Yes, that’s what this vote says. The Republican leadership has just told the world that they actually want the U.S. to default on bonds now! There’s no economic reason why we need to default. The financial markets are saying they actually want to lend money to the U.S. at record low interest rates. The financial markets have long been saying they have no fears about the ability of the U.S. to pay in the future. No matter. The House Republicans want to default just for the heck of it. Well, actually it’s not for the heck of it. They are holding the entire U.S. budget hostage, including payments to seniors, soldiers, and Medicare, because they want to change the future of Medicare and Social Security. They want to end to programs and privatize everything for the benefit of Wall Street. Such an agenda is hugely unpopular, so the Republicans can’t do it directly. Instead they have to create a fake crisis about the public debt, hold a fake vote, and threaten national insolvency to get their way in cutting Medicare and Social Security.

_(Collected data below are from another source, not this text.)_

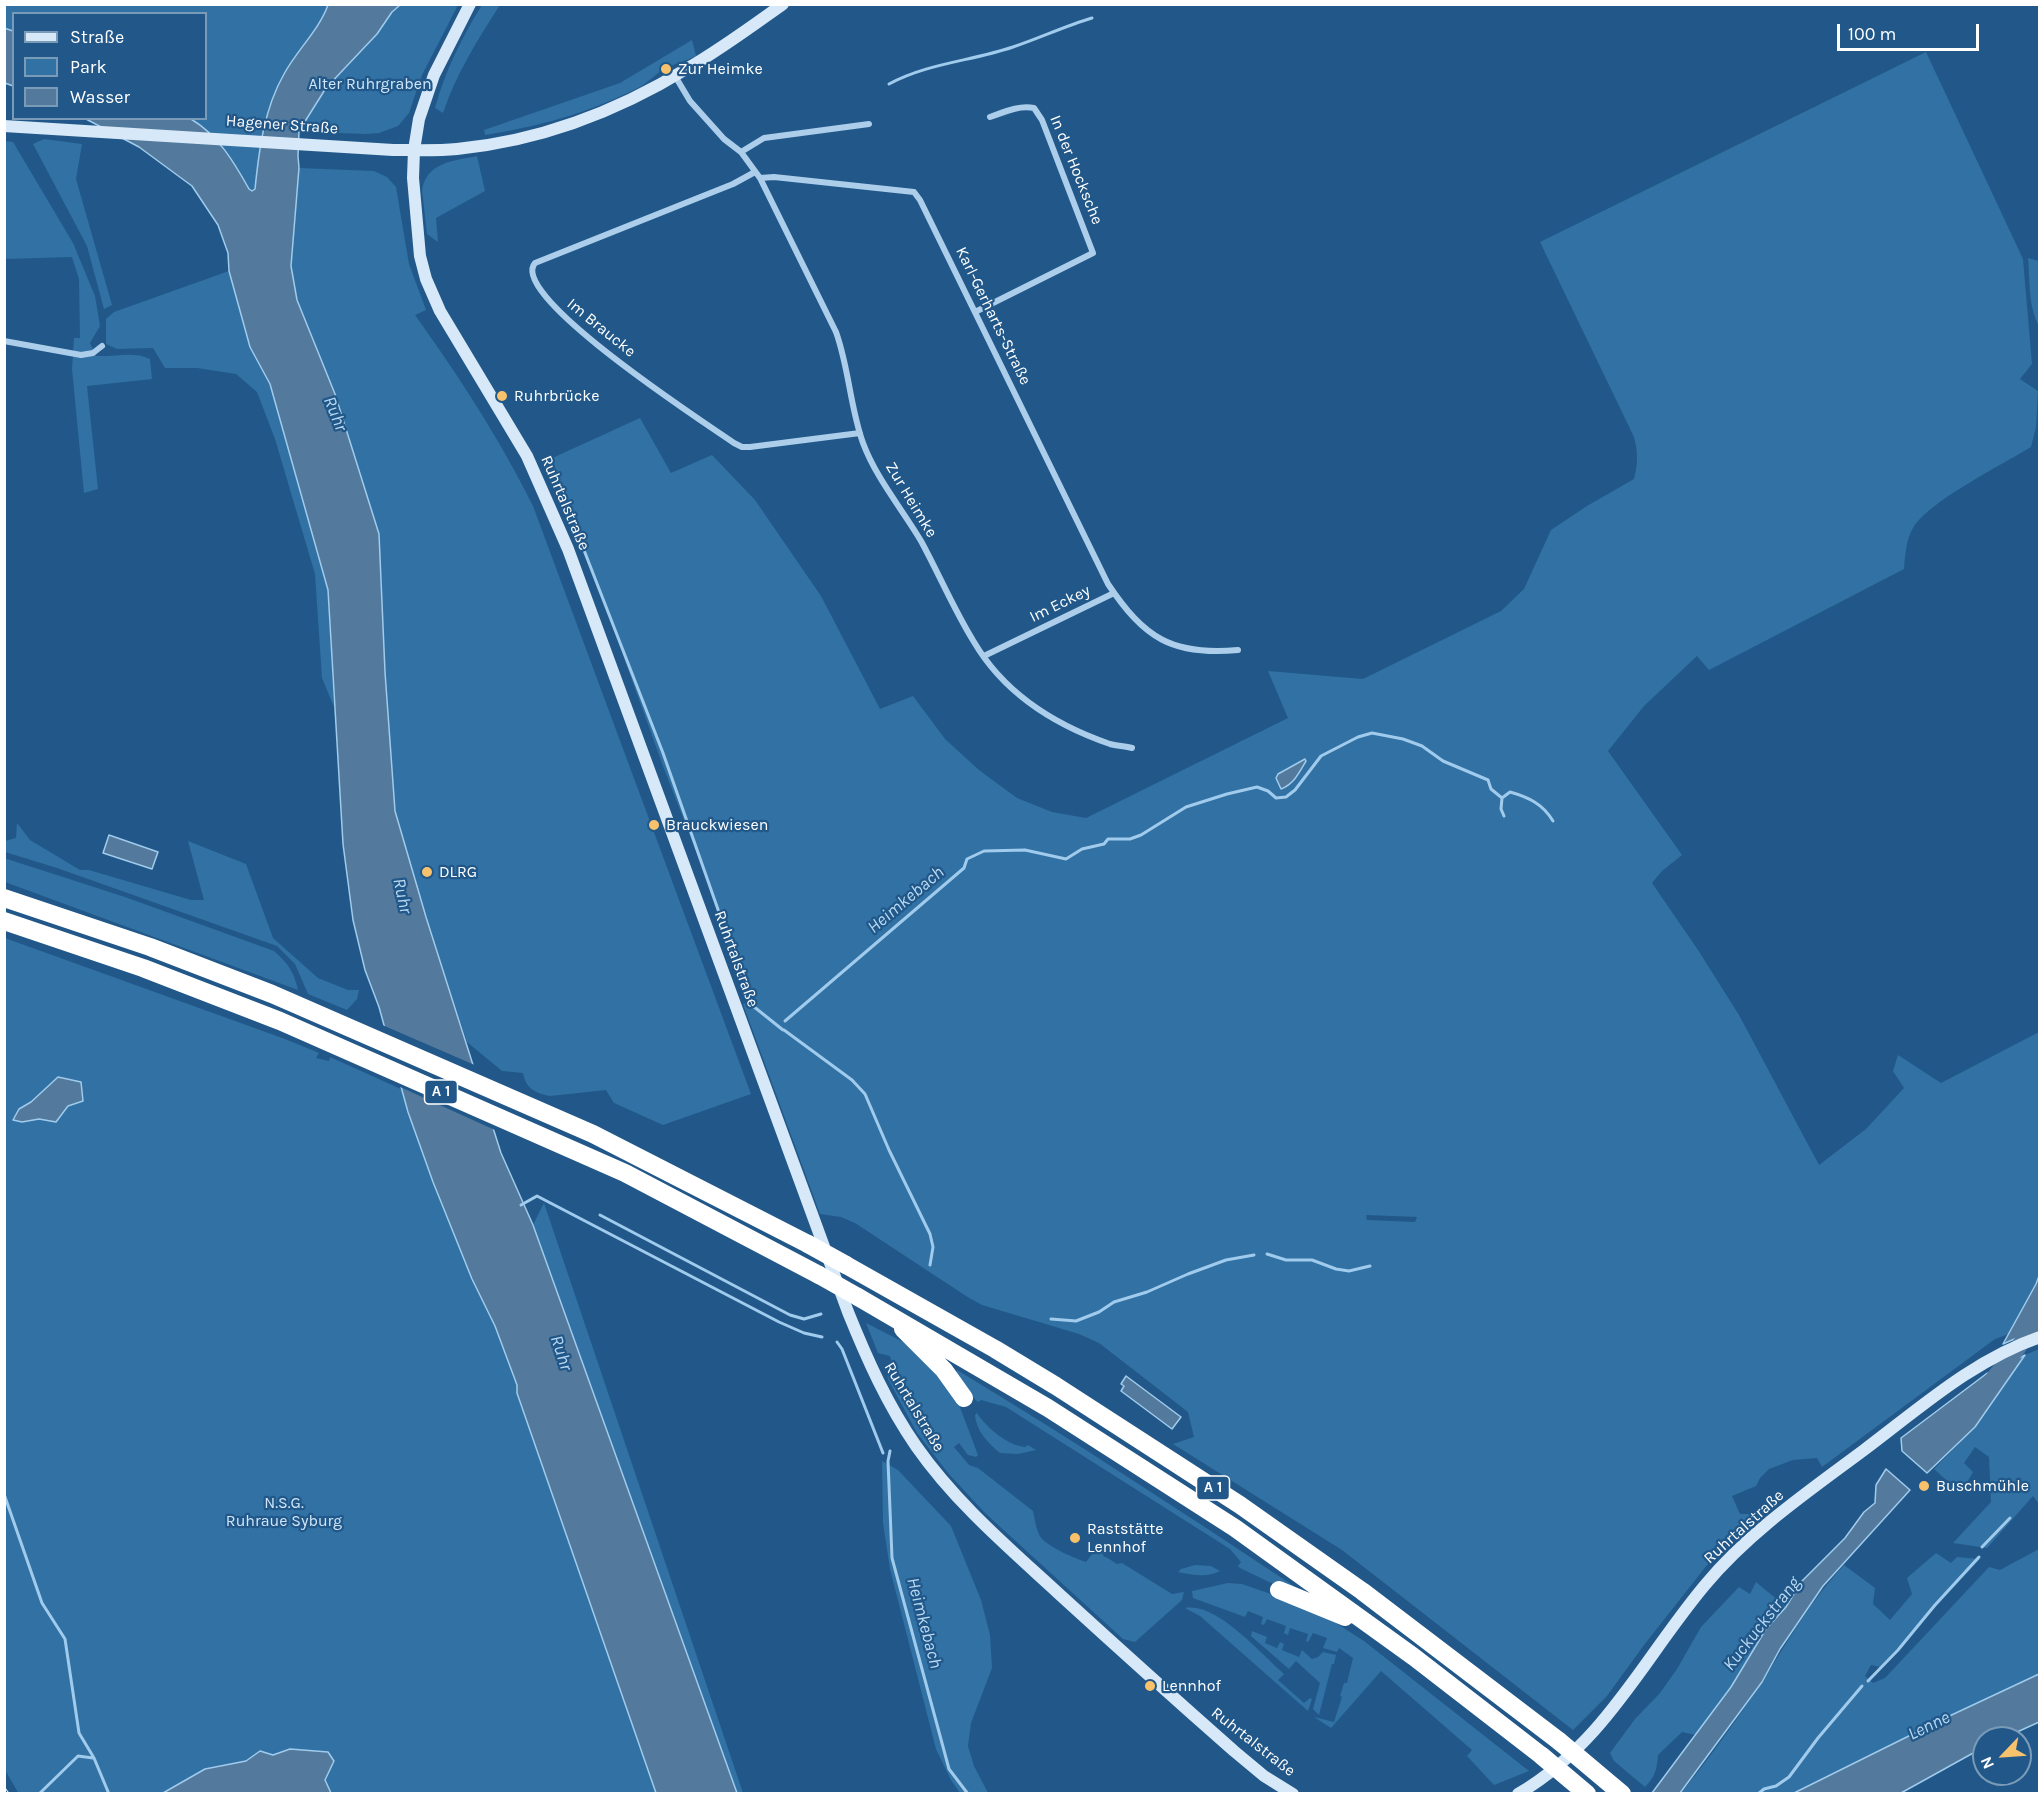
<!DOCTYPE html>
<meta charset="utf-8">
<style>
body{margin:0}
#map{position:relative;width:2044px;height:1798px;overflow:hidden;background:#215889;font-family:Karla,sans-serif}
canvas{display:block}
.frame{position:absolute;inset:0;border:6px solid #fff;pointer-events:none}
.legend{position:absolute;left:12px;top:12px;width:195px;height:108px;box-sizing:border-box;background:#215889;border:2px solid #7a9bb8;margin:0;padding:8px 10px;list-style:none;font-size:18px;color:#fff}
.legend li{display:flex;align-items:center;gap:12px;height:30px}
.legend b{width:30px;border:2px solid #7a9bb8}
.north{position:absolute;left:1972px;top:1726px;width:60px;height:60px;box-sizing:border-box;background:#215889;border:2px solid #7a9bb8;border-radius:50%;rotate:245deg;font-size:16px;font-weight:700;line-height:24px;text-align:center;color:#fff}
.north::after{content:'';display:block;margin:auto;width:21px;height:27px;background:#f8c26d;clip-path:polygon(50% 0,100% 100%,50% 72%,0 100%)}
.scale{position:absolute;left:1837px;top:24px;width:142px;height:27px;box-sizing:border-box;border:3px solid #fff;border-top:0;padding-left:8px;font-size:18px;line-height:21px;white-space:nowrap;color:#fff;-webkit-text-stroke:4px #215889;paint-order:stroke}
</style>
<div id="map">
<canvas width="2044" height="1798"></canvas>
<div class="frame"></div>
<ul class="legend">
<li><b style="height:8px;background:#d7e9f8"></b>Straße</li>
<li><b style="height:16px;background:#3171a4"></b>Park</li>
<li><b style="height:16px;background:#537a9c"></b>Wasser</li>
</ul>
<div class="north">N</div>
<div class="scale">100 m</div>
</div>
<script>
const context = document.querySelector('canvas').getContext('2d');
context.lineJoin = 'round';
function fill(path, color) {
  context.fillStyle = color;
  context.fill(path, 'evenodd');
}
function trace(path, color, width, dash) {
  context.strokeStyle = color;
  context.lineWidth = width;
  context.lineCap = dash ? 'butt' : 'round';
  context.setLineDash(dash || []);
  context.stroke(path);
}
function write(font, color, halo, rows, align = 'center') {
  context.font = font + ' Karla,sans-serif';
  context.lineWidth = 4.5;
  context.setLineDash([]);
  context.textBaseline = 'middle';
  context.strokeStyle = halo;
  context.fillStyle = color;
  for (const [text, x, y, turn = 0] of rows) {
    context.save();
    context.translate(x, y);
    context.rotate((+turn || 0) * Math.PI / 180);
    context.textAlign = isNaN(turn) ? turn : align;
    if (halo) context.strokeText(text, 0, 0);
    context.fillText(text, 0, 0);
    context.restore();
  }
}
fill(new Path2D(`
 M5,5H458L422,75L409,113L398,126L379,133L365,134L264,130L259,153L255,189L252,191L249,189C234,162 218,135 191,119L206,118V14H14L13,31L5,28Z
 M482,5H500C478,39 456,74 443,113L435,108C445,71 462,37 482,5Z
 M692,40L696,56C686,61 676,63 666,68C655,74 647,84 636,89C585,114 540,126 485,135L484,130L620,83Z
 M1926,52L2023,259L2032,364L2020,379L2038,391L2036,427L2031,447C2002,465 1929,501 1913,528C1906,539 1905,557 1904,569L1709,670L1697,656L1644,706L1608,751L1682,855L1662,871L1652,883L1698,950L1739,1015L1819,1165L1866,1129L1904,1088L1893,1071L1898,1055L1941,1083L2039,1032V1323L1995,1339L1822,1467L1817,1458L1793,1460L1769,1469L1760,1478L1756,1486L1732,1496L1740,1514H1755L1744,1533L1707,1565L1644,1645L1607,1696L1573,1730L1342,1550L1173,1444L1194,1437L1188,1412L1099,1343L1079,1334L982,1305L966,1296L855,1223L841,1217L820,1214L743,1004L754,1000L663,766L572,514L548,460L640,418L671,473L712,455L755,500L821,596L880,709L913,696L945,739L979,770L1017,798L1052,812L1086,818L1288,718L1268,671L1363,679L1501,611L1524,589L1551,530L1587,506L1634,479C1638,464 1638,452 1634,437L1540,242ZM1366,1215L1417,1217L1415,1222L1367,1220Z
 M44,139L82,144L76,179L112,305L104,309L87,246L33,144Z
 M5,141L13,142L73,243L95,296L100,326L90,343L96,356C115,357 134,351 150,359L152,379L87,386L98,489L84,493L72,369L74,338H80L79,279L72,257L5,259Z
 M477,156L485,191L436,218L438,242L427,234L422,190C427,162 453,161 477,156Z
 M299,168L374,171L387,177L396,187L409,264L426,310L415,315C460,378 498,436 533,506L751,1094L663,1125L614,1103L606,1090L550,1096C535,1093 526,1089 523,1073L502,1071L467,1042L426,917L395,811L385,672L379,534L335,394L297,300L291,266Z
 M2028,258L2039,261L2040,321L2038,324C2028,304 2030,280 2028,258Z
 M229,271L250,347L270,384L328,590L334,707L322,678L315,574L275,439L257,392L236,374L197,368H165L153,348L117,349L106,344V319L114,312Z
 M17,823L30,840L80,870H89L191,900H204L188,841L246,864L273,938L318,978L348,990H359L357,999L347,1010L308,994L295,964L277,946L57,868L5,852V841L16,838Z
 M4,858L125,897L274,951C288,963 294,972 298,990L5,882Z
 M5,938L285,1039L319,1053L316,1058L329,1061L330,1057L432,1103L675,1793L19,1794L5,1770Z
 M544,1203L743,1793H737L533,1225Z
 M866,1323L911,1346L922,1354L958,1402L978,1455L976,1457L968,1455L959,1443L954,1447L969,1465L978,1468L1033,1511C1035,1519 1036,1532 1042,1539C1051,1548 1074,1558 1086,1562L1099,1545L1104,1557H1106L1117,1564L1122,1563L1172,1594L1184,1592L1182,1600L1135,1642L1123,1639L985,1513L948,1473L917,1433L888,1379L887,1372L894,1371L890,1356L878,1353Z
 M2039,1349V1504L2033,1496L1987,1548L1953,1543L1991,1502L1989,1457L1975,1447L1964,1463L1973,1472L1964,1488C1951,1486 1943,1477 1934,1469L1975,1427L2025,1355Z
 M957,1370C1073,1440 1187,1515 1300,1590L1269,1582L1240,1568L1238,1566L1241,1562L1230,1549L1006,1407L981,1400L978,1402L968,1393L956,1373Z
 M977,1413C986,1427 1008,1446 1025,1447L1028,1445L1036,1450L1018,1454L1000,1453C988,1443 976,1431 975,1415Z
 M882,1461L898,1470L951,1526L981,1600L990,1635L992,1668L971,1723L968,1746L974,1766L988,1793H960L951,1780L936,1749L890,1569L883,1523Z
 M2039,1549V1674L1943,1719L1794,1793L1680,1794C1709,1759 1737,1719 1762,1682C1788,1641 1811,1600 1844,1565L1875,1588L1873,1604L1890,1620L1912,1594L1907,1578L1936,1553L1951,1563L1957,1557L1980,1559L1880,1667L1871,1665L1865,1676L1873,1683L1885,1678L1989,1567L2000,1570Z
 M1195,1565L1211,1566L1220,1571C1207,1578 1193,1575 1178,1572L1181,1569Z
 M1756,1582L1786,1607L1766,1629L1731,1687L1696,1735L1682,1732L1658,1755C1657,1769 1655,1777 1645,1787L1614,1761L1610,1753L1635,1719L1660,1693L1677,1669L1701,1627L1739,1587L1750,1594Z
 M1228,1583L1242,1584L1314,1609L1364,1641L1529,1771L1494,1785L1467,1756L1472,1750L1381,1671L1331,1728L1314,1717L1334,1722L1342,1697L1340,1696L1344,1683H1347L1353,1658L1339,1648L1337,1652L1323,1648L1327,1638L1313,1633L1308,1642L1306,1641L1308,1634L1290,1628L1288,1635L1284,1633L1286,1626L1267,1619L1264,1625L1261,1624L1263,1617L1248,1611L1245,1617L1193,1598L1192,1591Z
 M1185,1608C1217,1602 1261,1654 1284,1674L1278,1680L1304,1703L1310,1698L1312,1699L1308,1711L1200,1616Z
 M1252,1631L1267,1637L1265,1643L1277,1648L1280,1642L1284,1644L1282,1650L1299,1657L1302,1650L1312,1659L1318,1657L1323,1652L1336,1655L1334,1664H1332L1319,1715L1313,1709L1320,1683L1296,1661L1289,1669L1251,1636Z`), '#3171a4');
const water = new Path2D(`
 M328,5H400L392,12L377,34L326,88L299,131L298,156L299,168L291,266L297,300L335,394L379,534L385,672L395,811L426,917L501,1153L533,1225L737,1793H656L517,1393V1385L495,1326L472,1279L433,1182L408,1112L379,1007L365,970L353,920L343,844L328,590L270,384L250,347L229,271L228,253L218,225L192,186L139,147L86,119H191C218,135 234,162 249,189L252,191L255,189C259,150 264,109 284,74C297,50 319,30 328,5Z
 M4,28L13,31V86L5,83Z
 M1305,759L1306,761C1299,773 1294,784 1281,789L1276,778L1278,774Z
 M109,835L158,852L152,869L103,853Z
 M58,1077L81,1082L83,1101L68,1106L56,1122L39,1119L22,1122L13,1120L19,1109L31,1102Z
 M2039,1276V1328L2003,1344L2036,1284Z
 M2025,1355L1975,1427L1927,1473L1902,1451L1901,1438L1986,1374Z
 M1126,1376L1181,1417L1172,1429L1121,1391L1124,1386L1121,1384Z
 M1886,1469L1910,1490L1823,1586L1780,1649L1762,1682L1680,1793H1652L1731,1687L1766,1629L1786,1607L1801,1582L1845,1538L1864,1512L1875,1503L1876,1485Z
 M2039,1674V1722L2004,1738H1984V1747L1901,1793H1794L1943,1719Z
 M290,1749L328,1752L334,1761L325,1780L331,1793H163L205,1769L246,1761L260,1751L273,1755Z`);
fill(water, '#537a9c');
trace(water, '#a0cbec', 1.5);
fill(new Path2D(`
 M380,1024L477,1066L497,1131L398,1086Z`), '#215889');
trace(new Path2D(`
 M889,84C928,63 972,61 1013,47C1040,38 1065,26 1092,18
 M552,468L663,753L747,992L753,1006L783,1030
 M1504,816L1501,809L1502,798L1510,792C1528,797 1543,804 1553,821
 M785,1021L964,868L967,859L984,851L1025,850L1066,859L1082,849L1104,844L1108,839H1130L1141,835L1186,807L1227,794L1257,787L1268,791L1276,798L1286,797L1295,790L1321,756L1358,737L1372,733L1403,739L1422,746L1443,761L1488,780L1491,789L1502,798
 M784,1030L852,1080L865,1094L889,1150L930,1234L933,1247L930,1265
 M521,1205L537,1196L779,1322L804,1333L822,1337
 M600,1215L790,1315L804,1319L821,1314
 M1267,1254L1286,1260H1312L1336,1269L1349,1271L1370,1266
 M1051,1319L1076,1321L1099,1312L1114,1302L1147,1292L1188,1274L1226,1260L1254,1255
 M837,1342L842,1349L883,1453
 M890,1451L888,1461L892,1558L949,1769L968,1794
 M4,1494L42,1603L65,1639L79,1733L94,1758L109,1794
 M1982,1547L2010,1518
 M1868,1681L1898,1650L1935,1605L1979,1557
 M39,1794L78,1756L93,1758
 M1758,1794L1764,1789L1776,1786L1789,1777L1818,1738L1862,1686`), '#a0cbec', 3);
trace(new Path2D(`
 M1992,1380L2018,1348L2040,1312`), '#537a9c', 16);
trace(new Path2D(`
 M675,76L690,101L724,139L741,152L760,178L836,332C849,368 850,407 863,443C876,478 902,509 921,541C939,574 954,610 974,642C1004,693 1055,725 1110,744C1117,746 1125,746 1132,748
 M741,152L764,138L869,124
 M755,172L733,184L535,263C507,295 707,424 734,443L742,447H750L860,433
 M760,178L774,177L914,192L920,200L1108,584C1144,638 1172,656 1238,650
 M975,312L1093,253L1042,120L1034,108C1019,105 1004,112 990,117
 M4,341L81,355L93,353L102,346
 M984,656L1114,593`), '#acceeb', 6);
trace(new Path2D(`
 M470,4L434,75L419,119L414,150L413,178L420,256L426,279L440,311L527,456L568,549L848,1312C867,1359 887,1404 916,1446C955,1502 1008,1547 1058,1593C1116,1646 1175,1699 1234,1751L1264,1776L1293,1794
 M4,126L393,150C414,150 436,151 457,149C539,141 618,111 688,68C721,49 752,26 783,4
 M1518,1794C1605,1743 1643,1659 1705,1585C1749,1532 1809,1491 1864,1450C1920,1408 1973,1360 2040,1337`), '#d7e9f8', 12);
trace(new Path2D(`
 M4,898L150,947L272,994L593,1134L808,1244
 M4,921L143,968L280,1021L625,1173L819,1275
 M846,1265L995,1349L1056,1386L1240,1505L1362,1591L1559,1741
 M858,1297L1048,1408L1235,1528L1414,1657L1542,1756
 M903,1329L944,1370L964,1398
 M1279,1590L1345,1617`), '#fff', 18);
const rail = new Path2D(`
 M4,1790L7,1794`);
trace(rail, '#fff', 5);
trace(rail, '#215889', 3, [9]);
trace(new Path2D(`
 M808,1244L846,1265
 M819,1275L858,1297
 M1559,1741L1622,1794
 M1542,1756L1587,1794`), '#fff', 18);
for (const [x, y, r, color] of [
 [666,69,6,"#f8c26d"],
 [502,396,6,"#f8c26d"],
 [654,825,6,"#f8c26d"],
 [427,872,6,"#f8c26d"],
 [1924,1486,6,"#f8c26d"],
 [1075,1538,6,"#f8c26d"],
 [1150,1686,6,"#f8c26d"]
]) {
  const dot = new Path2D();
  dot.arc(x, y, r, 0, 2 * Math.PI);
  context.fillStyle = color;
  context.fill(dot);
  trace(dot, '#215889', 2);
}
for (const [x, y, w] of [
 [441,1092,33],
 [1213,1488,33]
]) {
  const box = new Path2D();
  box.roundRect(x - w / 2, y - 12, w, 24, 4.5);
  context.fillStyle = '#215889';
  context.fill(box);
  trace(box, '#fff', 1.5);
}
write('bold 15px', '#fff', null, [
 ["A 1",441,1092],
 ["A 1",1213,1488]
]);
write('16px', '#fff', '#215889', [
 ["Zur Heimke",678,69],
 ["Ruhrbrücke",514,396],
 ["Brauckwiesen",666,825],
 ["DLRG",439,872],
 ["Buschmühle",1936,1486],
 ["Raststätte",1087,1529],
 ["Lennhof",1087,1547],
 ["Lennhof",1162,1686]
], 'left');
write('16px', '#d1e6f8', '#215889', [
 ["Alter Ruhrgraben",370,84],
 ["N.S.G.",284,1503],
 ["Ruhraue Syburg",284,1521]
]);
write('16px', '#fff', '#215889', [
 ["Hagener Straße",282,125,4],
 ["In der Hocksche",1076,170,68],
 ["Karl-Gerharts-Straße",993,316,64],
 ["Im Braucke",601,328,39],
 ["Zur Heimke",911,500,59],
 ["Ruhrtalstraße",565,503,67],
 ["Im Eckey",1060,604,-26],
 ["Ruhrtalstraße",736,959,70],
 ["Ruhrtalstraße",914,1407,59],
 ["Ruhrtalstraße",1744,1527,-42],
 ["Ruhrtalstraße",1253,1742,38]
]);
write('italic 18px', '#b8d8f2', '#215889', [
 ["Ruhr",335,414,68],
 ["Ruhr",402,896,78],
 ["Heimkebach",906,900,-40],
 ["Ruhr",561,1353,72],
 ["Heimkebach",924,1623,75],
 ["Kuckuckstrang",1762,1624,-52],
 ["Lenne",1929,1726,-26]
]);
</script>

*The whole issue is even more absurd when we consider how my analogy breaks down. The analogy breaks down because the government doesn’t have to borrow to finance a deficit – it can just spend the money by creating new “high-powered money” which are also called bank reserves. When the government spends, it just writes a check off the Federal Reserve bank. It doesn’t have to have “money” in the checking account first. When The Fed “cashes” the check, it pays your commercial bank with “bank reserves”. Bank reserves aren’t really “money” in the public’s hands yet, but they can be thought of as “potential money”. Unlike the primitive days of a century ago, there’s no artificial limit on how much can be spent. There’s no gold standard. (that’s a good thing!).